Much of Germany’s gold would appear to be still in America, where it was held during the Cold War to ensure it never would fall prey to invading Soviet forces.
Although the Second World War had left Germany in ruins, the economic miracle of the 1950s which was largely based on exports, quickly built up enormous gold reserves. By 1968 Germany had 4,000 tonnes, the most it has ever held, the paper said.
Yet most of this was never moved to German soil – such a transport would be a logistical nightmare to organize, while insurance cover would be impossible to get. The gold changed hands on the trading floors of New York, London and Paris, while the metal bars themselves never moved.
West Germany’s financial centre Frankfurt, the home of the mighty Bundesbank, was in any case not considered safe enough – it was only an hour’s car drive from the Fulda Gap – the crucial weak spot in the German-German border where NATO planners feared an invasion by the Red Army could take place.
Former Bundesbank chairman Hans-Helmut Kotz told Stern magazine in 2004, “The largest share of our gold reserves are held in the Federal Reserve Bank, the Bank of England and the Banque de France. In that order.” His successors have never offered so much detail.
Even a written parliamentary question last November could not evince further information – only that the Bundesbank does have the gold in physical form, not in the form of delivery promises.
Rumours abound that the Federal Reserve lends the gold in order to earn interest, allowing banks to keep the gold price artificially low by short selling it on the market – something which the FTD said would profit many actors apart from gold owners and mine operators. Even though the central banks’ own gold reserves would be worth less in such a case, they would benefit from the stability indicated by a low gold price.
But as the FTD said on Tuesday, either the Bundesbank is lying or this theory of the gold price being depressed in this way does not fly – the paper was told by the Bundesbank that, “at the moment no gold is on loan.”
Critics suggested the storage of Germany’s gold in the United States was – and remains – a kind of political deposit, to ensure that West Germany remained tightly bound to the West.

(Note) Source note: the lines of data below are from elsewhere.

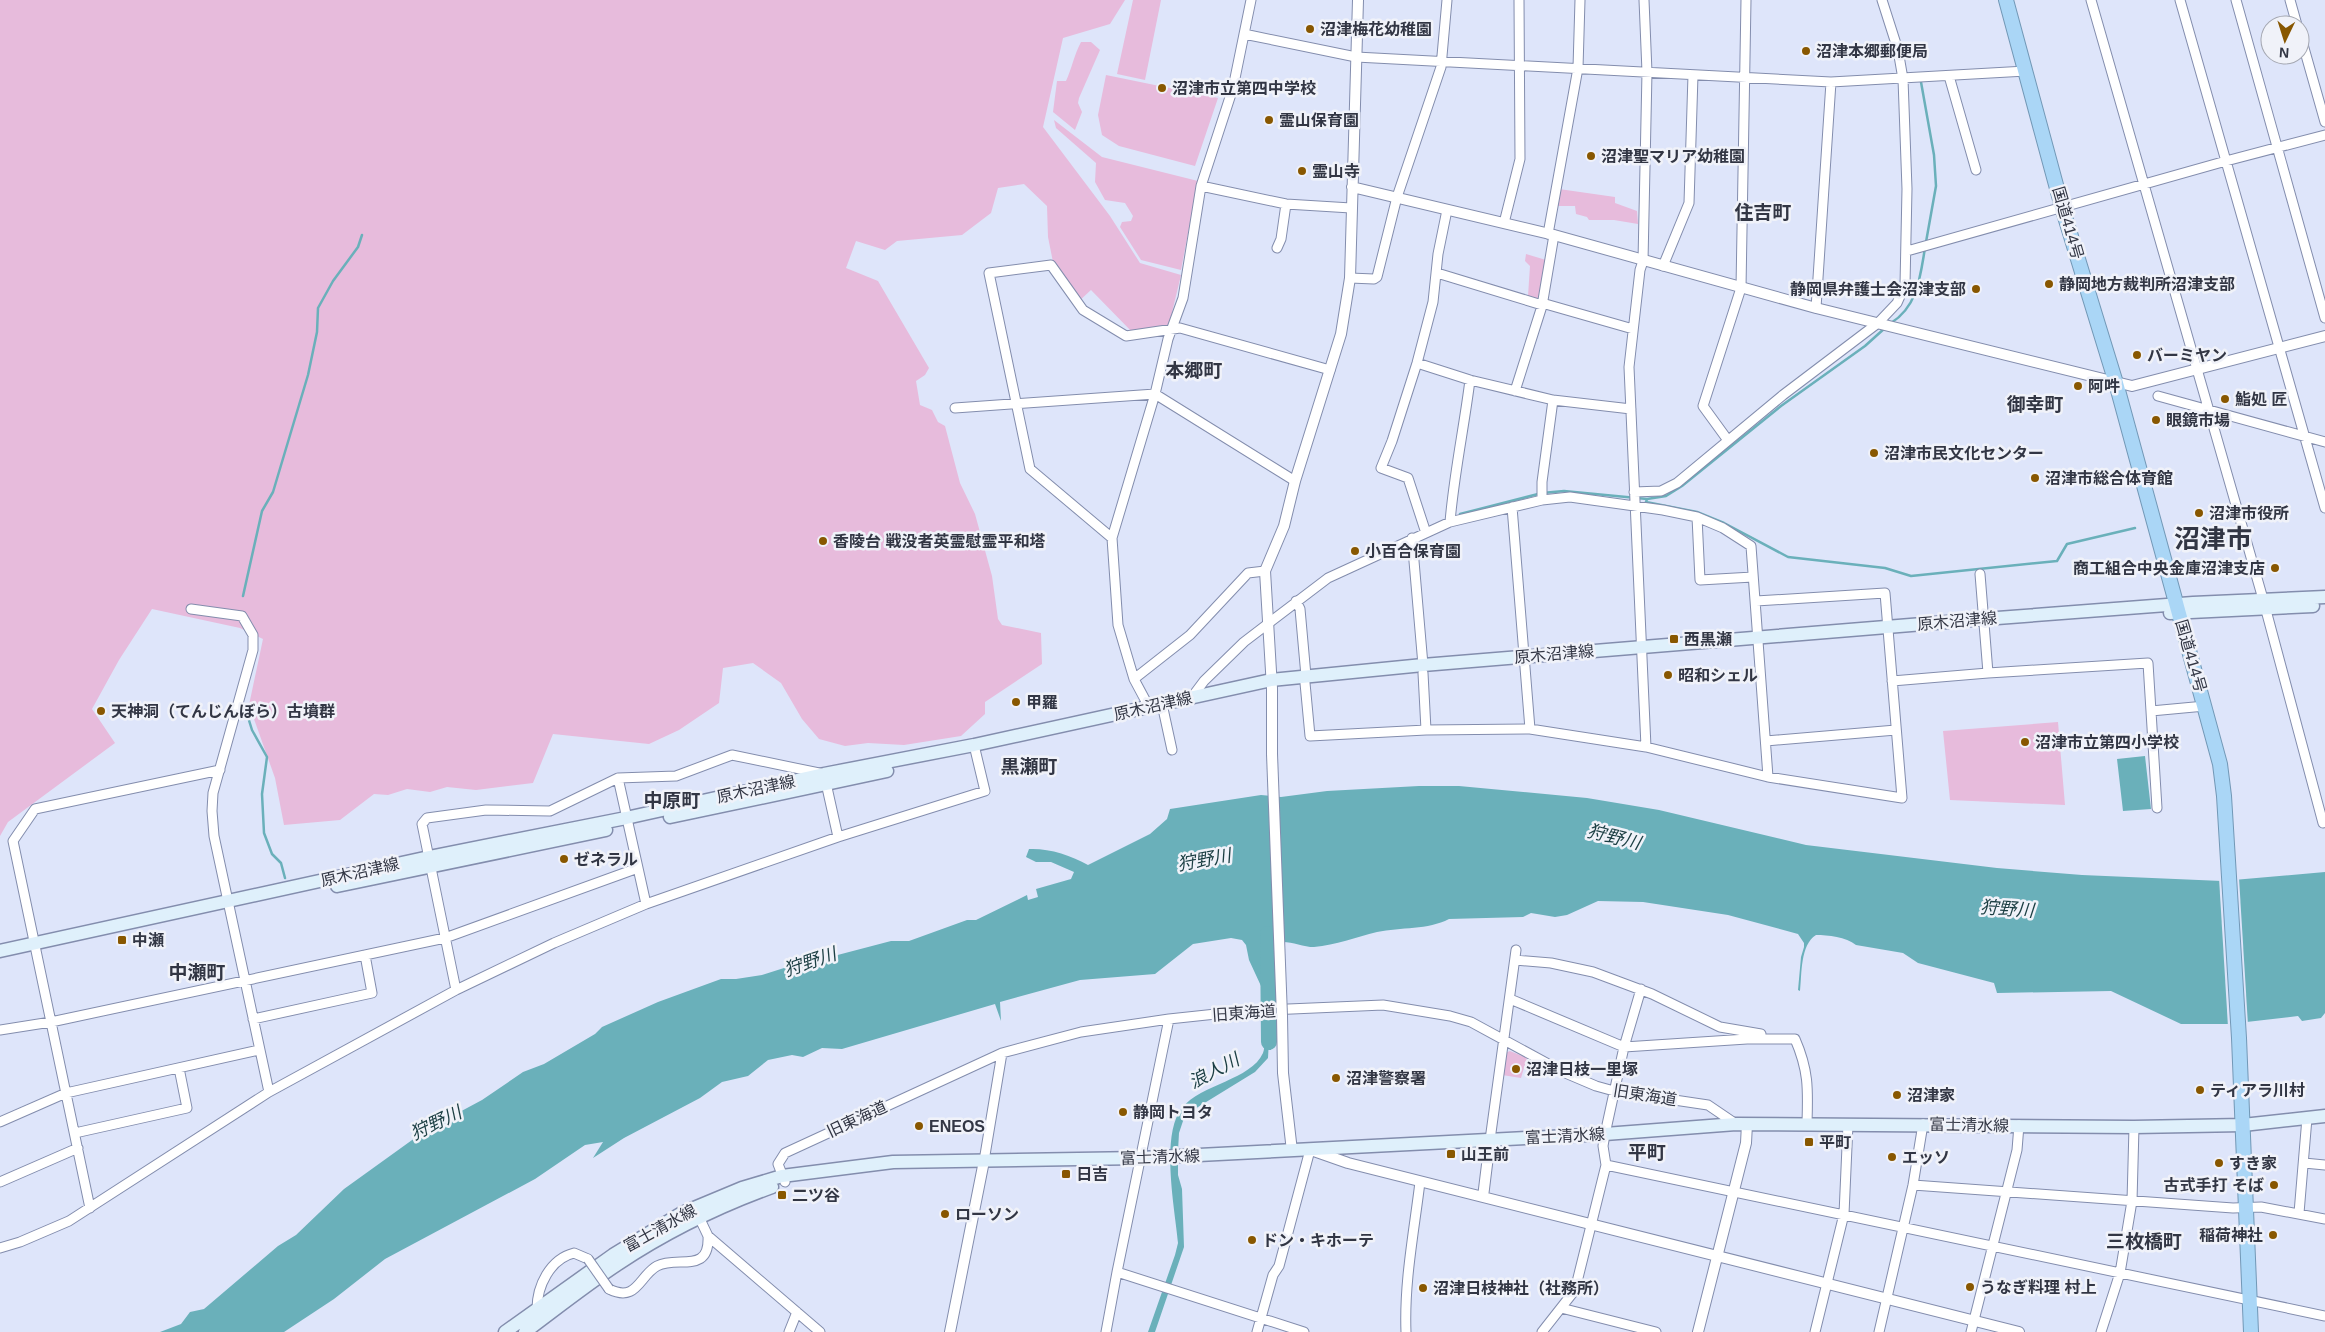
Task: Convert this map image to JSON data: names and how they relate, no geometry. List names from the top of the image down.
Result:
{
  "streets": {
    "highway": ["国道414号"],
    "main road": ["原木沼津線", "富士清水線"],
    "street": ["旧東海道"]
  },
  "crossings": [
    ["国道414号", "原木沼津線"],
    ["国道414号", "富士清水線"],
    ["旧東海道", "富士清水線"]
  ],
  "districts": [
    "住吉町",
    "本郷町",
    "御幸町",
    "沼津市",
    "黒瀬町",
    "中原町",
    "中瀬町",
    "平町",
    "三枚橋町"
  ],
  "water": ["狩野川", "浪人川"],
  "places": {
    "other": [
      "沼津梅花幼稚園",
      "沼津本郷郵便局",
      "沼津市立第四中学校",
      "霊山保育園",
      "沼津聖マリア幼稚園",
      "霊山寺",
      "静岡地方裁判所沼津支部",
      "静岡県弁護士会沼津支部",
      "バーミヤン",
      "阿吽",
      "鮨処 匠",
      "眼鏡市場",
      "沼津市民文化センター",
      "沼津市総合体育館",
      "沼津市役所",
      "香陵台 戦没者英霊慰霊平和塔",
      "小百合保育園",
      "商工組合中央金庫沼津支店",
      "昭和シェル",
      "甲羅",
      "天神洞（てんじんぼら）古墳群",
      "沼津市立第四小学校",
      "ゼネラル",
      "沼津日枝一里塚",
      "沼津警察署",
      "ティアラ川村",
      "沼津家",
      "静岡トヨタ",
      "ENEOS",
      "エッソ",
      "すき家",
      "古式手打 そば",
      "ローソン",
      "稲荷神社",
      "ドン・キホーテ",
      "うなぎ料理 村上",
      "沼津日枝神社（社務所）"
    ],
    "transit": [
      "西黒瀬",
      "中瀬",
      "平町",
      "山王前",
      "日吉",
      "二ツ谷"
    ]
  },
  "north": "bottom"
}
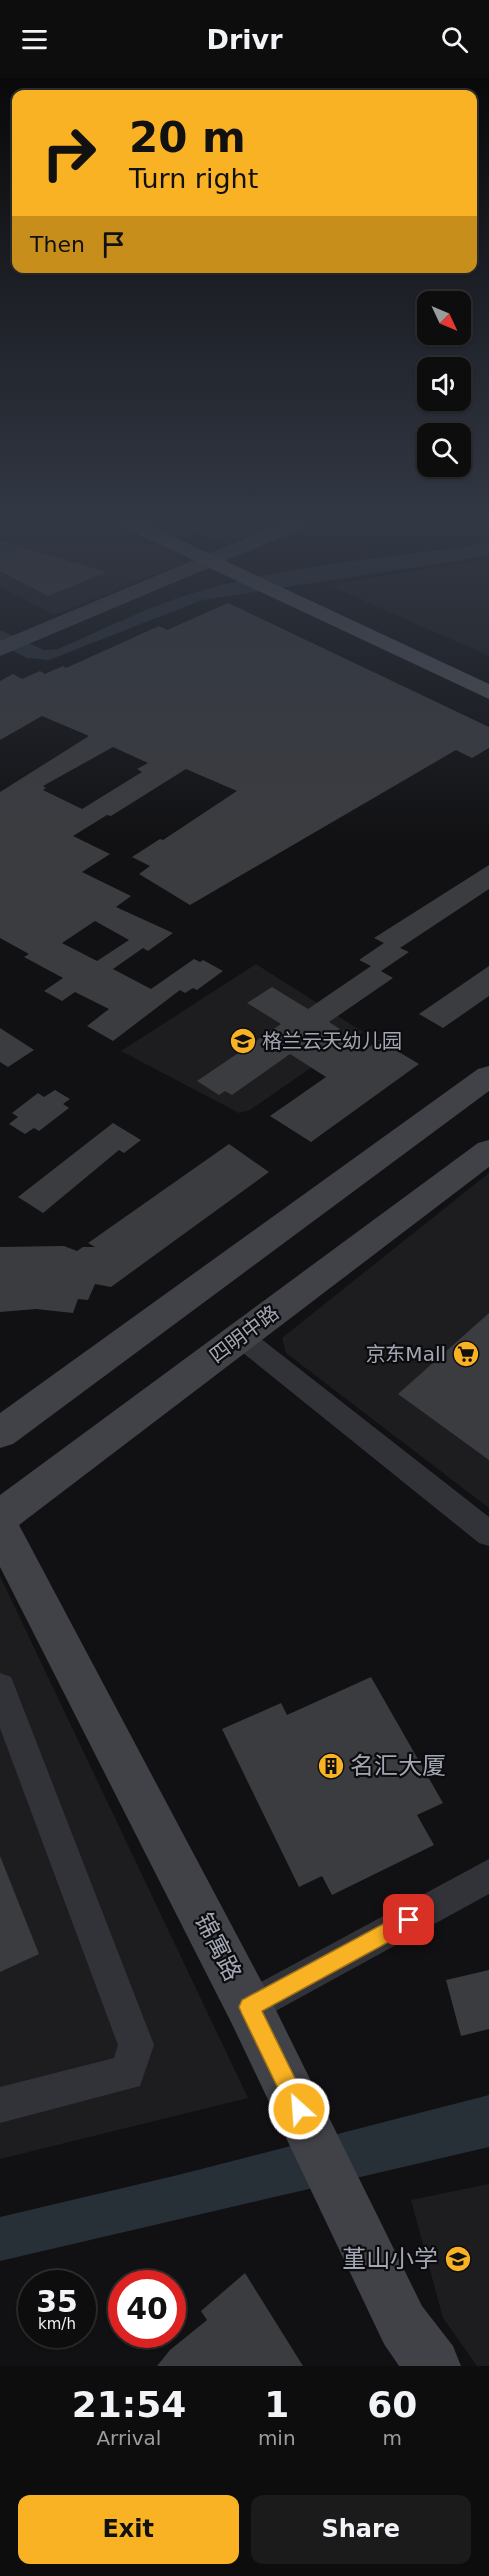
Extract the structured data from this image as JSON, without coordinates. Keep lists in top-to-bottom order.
{
  "streets": {
    "main road": ["四明中路", "锦寓路"]
  },
  "places": {
    "school or university": ["格兰云天幼儿园", "堇山小学"],
    "supermarket": ["京东Mall"],
    "building": ["名汇大厦"]
  },
  "north": "bottom right",
  "page": {
    "header": "Drivr",
    "turn": ["20 m", "Turn right"],
    "then": "Then",
    "speed": "35 km/h",
    "limit": "40",
    "eta": [
      "21:54",
      "Arrival",
      "1",
      "min",
      "60",
      "m"
    ],
    "buttons": ["Exit", "Share"]
  }
}
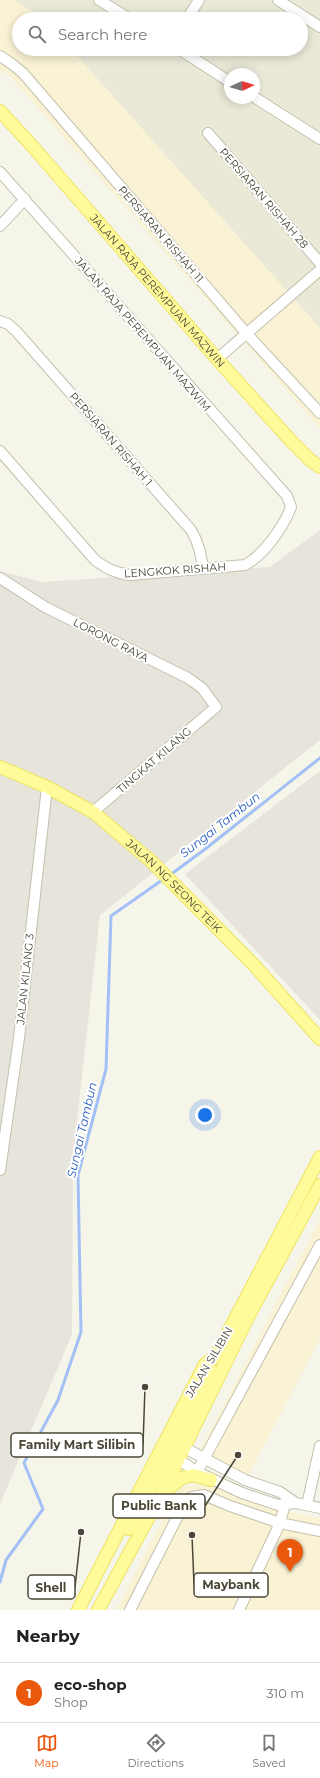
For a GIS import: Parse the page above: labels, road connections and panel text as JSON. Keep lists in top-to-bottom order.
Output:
{
  "streets": {
    "main road": ["JALAN RAJA PEREMPUAN MAZWIN", "JALAN NG SEONG TEIK", "JALAN SILIBIN"],
    "street": [
      "PERSIARAN RISHAH 28",
      "PERSIARAN RISHAH 11",
      "JALAN RAJA PEREMPUAN MAZWIM",
      "PERSIARAN RISHAH 1",
      "LENGKOK RISHAH",
      "LORONG RAYA",
      "TINGKAT KILANG",
      "JALAN KILANG 3"
    ]
  },
  "crossings": [
    ["JALAN RAJA PEREMPUAN MAZWIM", "LENGKOK RISHAH"],
    ["PERSIARAN RISHAH 1", "LENGKOK RISHAH"],
    ["LORONG RAYA", "TINGKAT KILANG"],
    ["TINGKAT KILANG", "JALAN NG SEONG TEIK"],
    ["JALAN NG SEONG TEIK", "JALAN KILANG 3"]
  ],
  "water": ["Sungai Tambun"],
  "places": [
    "Family Mart Silibin",
    "Public Bank",
    "Shell",
    "Maybank"
  ],
  "north": "right",
  "page": {
    "search": "Search here",
    "pins": "1",
    "heading": "Nearby",
    "list": [
      {
        "mark": "1",
        "name": "eco-shop",
        "note": "Shop",
        "value": "310 m"
      }
    ],
    "nav": ["Map", "Directions", "Saved"]
  }
}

This was disputed by the Bundesbank, whose spokeswoman said, “We are led by security, cost-efficiency and liquidity.”
Metals expert Thorsten Schulte told the paper that diplomatic considerations also probably played a role. “Taking the gold out of the US would be a sign of mistrust of the first order,” he said.
Karl Blessing, Bundesbank president in the 1960s is said to have written a letter to the American high commissioner in Germany promising not to convert the gold into dollars, the paper said.
Having large parts of German gold in New York, London and Paris would be useful in terms of saving on transport costs when it comes to selling. Around 60 central banks are said to have gold reserves in New York. “There are also serious sources which say the Bundesbank often brings small amounts to Germany,” said Schulte.
The reserves currently held in Mainz and Frankfurt are considered to be more than the four percent often cited – the Bundesbank told the FTD “a large share of the gold reserves” are in Germany.